(THE PROBLEM): What lines of the material below hold the string "header"? Copy them out.

§ §

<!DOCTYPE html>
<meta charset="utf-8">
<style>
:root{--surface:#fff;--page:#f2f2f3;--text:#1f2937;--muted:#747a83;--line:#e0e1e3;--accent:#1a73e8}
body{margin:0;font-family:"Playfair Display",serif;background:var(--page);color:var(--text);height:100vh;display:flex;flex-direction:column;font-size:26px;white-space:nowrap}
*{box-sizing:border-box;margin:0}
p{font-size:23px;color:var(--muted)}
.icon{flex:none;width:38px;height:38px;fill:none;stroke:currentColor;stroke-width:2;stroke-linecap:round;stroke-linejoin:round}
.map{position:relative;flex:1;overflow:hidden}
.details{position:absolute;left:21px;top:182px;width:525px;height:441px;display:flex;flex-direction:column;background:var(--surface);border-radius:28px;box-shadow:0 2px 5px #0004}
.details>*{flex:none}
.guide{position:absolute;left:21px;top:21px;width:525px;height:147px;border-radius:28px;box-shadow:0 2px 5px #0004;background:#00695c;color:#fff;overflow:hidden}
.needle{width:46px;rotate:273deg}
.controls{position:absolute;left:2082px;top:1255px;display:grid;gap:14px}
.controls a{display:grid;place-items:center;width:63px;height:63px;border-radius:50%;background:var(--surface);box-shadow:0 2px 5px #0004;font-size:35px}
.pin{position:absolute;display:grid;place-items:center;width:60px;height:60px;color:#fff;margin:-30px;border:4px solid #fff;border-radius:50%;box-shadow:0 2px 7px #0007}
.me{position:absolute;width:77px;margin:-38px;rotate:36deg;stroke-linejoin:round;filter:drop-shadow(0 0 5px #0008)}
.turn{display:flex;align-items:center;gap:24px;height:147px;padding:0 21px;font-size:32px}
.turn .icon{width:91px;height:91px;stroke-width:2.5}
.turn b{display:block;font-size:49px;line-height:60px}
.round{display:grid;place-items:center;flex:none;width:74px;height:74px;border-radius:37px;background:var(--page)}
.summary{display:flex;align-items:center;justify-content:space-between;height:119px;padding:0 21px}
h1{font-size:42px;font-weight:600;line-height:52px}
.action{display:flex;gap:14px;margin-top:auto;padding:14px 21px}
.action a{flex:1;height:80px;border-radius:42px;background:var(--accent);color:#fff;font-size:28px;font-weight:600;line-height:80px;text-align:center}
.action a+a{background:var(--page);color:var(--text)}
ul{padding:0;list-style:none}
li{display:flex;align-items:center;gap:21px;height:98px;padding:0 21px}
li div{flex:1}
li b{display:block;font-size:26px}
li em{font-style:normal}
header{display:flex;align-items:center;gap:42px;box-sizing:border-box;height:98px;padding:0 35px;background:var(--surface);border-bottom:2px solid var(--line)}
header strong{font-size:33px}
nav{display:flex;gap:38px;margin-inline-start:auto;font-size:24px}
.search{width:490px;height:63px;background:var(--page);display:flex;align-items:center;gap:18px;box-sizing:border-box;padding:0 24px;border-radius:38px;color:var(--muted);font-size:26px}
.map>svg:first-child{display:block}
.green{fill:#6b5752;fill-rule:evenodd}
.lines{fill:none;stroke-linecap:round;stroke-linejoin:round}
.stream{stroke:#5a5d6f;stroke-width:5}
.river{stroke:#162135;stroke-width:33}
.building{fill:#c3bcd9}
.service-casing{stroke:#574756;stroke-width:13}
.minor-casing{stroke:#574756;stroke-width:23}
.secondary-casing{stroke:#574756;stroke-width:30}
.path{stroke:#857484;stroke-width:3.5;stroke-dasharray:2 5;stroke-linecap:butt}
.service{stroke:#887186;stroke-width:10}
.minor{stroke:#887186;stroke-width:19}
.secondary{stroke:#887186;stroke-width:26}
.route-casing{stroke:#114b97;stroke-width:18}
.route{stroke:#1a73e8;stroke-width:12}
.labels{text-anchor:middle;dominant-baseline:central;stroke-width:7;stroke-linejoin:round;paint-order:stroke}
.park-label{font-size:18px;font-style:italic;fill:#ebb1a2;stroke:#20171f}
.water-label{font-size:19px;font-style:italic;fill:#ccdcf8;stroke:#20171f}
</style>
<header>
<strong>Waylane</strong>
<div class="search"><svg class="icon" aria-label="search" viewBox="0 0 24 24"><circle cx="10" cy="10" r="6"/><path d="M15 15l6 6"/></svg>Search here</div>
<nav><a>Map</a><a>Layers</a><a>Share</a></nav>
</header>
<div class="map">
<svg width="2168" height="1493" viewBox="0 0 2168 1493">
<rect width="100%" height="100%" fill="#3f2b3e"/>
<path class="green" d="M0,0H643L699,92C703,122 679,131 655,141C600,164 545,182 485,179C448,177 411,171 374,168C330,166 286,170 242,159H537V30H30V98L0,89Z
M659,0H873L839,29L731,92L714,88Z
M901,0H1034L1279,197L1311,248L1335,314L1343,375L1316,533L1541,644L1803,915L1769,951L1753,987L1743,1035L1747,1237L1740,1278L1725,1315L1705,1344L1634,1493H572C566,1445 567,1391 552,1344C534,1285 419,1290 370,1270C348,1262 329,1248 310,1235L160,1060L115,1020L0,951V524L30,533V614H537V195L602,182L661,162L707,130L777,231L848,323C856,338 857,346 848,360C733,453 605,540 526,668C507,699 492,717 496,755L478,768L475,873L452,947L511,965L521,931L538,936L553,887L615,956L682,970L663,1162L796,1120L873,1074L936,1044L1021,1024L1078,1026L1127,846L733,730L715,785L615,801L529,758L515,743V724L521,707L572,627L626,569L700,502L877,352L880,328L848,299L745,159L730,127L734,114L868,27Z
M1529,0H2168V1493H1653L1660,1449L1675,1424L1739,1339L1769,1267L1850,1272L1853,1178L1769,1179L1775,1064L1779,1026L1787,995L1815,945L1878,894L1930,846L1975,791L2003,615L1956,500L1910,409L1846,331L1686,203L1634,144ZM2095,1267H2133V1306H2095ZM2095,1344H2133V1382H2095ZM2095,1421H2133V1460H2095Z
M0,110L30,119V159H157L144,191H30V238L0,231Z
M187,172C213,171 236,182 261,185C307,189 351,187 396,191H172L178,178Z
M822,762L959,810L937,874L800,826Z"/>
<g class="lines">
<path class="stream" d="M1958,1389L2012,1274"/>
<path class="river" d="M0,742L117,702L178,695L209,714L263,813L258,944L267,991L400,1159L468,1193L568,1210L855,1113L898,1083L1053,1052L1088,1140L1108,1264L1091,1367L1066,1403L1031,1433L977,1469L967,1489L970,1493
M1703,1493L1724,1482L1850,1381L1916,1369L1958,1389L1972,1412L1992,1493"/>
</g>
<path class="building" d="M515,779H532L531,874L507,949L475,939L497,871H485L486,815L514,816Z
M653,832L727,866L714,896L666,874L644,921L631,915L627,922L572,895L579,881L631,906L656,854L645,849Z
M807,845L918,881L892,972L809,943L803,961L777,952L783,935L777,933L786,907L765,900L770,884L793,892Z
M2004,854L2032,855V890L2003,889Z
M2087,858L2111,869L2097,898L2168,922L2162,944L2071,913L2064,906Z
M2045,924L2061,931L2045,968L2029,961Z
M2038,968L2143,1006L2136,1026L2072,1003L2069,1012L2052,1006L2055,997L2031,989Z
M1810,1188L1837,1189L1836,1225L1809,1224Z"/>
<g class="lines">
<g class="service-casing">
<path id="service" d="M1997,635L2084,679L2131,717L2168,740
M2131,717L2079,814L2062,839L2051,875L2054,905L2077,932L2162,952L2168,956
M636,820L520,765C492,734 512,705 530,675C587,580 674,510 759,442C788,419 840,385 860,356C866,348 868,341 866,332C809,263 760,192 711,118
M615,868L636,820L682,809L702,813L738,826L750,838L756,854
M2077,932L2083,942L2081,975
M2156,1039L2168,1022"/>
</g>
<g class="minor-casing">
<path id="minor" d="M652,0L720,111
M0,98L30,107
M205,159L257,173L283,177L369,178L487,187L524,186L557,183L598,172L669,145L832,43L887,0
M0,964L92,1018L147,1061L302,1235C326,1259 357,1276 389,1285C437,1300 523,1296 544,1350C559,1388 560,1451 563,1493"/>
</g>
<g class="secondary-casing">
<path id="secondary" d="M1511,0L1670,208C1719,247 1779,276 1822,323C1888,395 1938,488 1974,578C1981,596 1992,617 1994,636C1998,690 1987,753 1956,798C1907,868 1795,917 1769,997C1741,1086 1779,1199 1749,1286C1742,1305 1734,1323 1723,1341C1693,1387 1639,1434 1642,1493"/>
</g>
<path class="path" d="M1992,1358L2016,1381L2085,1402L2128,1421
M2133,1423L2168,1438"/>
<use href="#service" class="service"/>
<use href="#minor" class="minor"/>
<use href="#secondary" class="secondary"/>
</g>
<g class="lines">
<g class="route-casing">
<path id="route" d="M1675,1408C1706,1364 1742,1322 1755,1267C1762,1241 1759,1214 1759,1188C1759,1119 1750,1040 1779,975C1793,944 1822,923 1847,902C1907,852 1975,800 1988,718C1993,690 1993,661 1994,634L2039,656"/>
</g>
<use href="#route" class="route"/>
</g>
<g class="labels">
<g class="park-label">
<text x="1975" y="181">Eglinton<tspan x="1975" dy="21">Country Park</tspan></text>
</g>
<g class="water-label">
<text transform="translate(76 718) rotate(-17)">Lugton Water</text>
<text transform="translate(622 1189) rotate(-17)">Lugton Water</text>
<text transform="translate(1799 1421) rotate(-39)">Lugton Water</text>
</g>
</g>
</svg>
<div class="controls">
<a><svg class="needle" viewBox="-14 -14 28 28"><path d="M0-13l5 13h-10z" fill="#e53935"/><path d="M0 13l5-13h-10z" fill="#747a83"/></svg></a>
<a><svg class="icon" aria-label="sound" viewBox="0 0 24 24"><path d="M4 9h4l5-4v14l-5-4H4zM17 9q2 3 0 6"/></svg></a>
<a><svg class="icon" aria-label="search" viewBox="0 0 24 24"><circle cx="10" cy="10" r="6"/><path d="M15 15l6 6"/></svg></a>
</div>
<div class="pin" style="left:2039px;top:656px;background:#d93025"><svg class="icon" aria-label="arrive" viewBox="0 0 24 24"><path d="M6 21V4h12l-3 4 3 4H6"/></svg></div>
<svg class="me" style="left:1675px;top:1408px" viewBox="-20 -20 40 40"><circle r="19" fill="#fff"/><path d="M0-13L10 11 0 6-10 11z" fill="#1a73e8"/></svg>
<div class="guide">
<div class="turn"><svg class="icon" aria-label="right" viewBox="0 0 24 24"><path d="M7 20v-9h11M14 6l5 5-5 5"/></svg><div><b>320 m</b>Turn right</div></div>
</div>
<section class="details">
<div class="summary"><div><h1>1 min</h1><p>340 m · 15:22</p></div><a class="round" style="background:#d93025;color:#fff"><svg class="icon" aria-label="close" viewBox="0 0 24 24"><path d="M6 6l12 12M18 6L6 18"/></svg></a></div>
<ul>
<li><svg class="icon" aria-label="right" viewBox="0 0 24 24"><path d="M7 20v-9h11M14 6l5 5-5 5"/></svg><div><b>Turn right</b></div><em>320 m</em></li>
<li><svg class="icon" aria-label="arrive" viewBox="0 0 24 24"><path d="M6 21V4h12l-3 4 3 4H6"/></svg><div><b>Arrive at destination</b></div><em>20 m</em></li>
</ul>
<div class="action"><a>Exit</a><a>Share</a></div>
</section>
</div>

§ §

(EXERCISE SOLUTION):
header{display:flex;align-items:center;gap:42px;box-sizing:border-box;height:98px;padding:0 35px;background:var(--surface);border-bottom:2px solid var(--line)}
header strong{font-size:33px}
<header>
</header>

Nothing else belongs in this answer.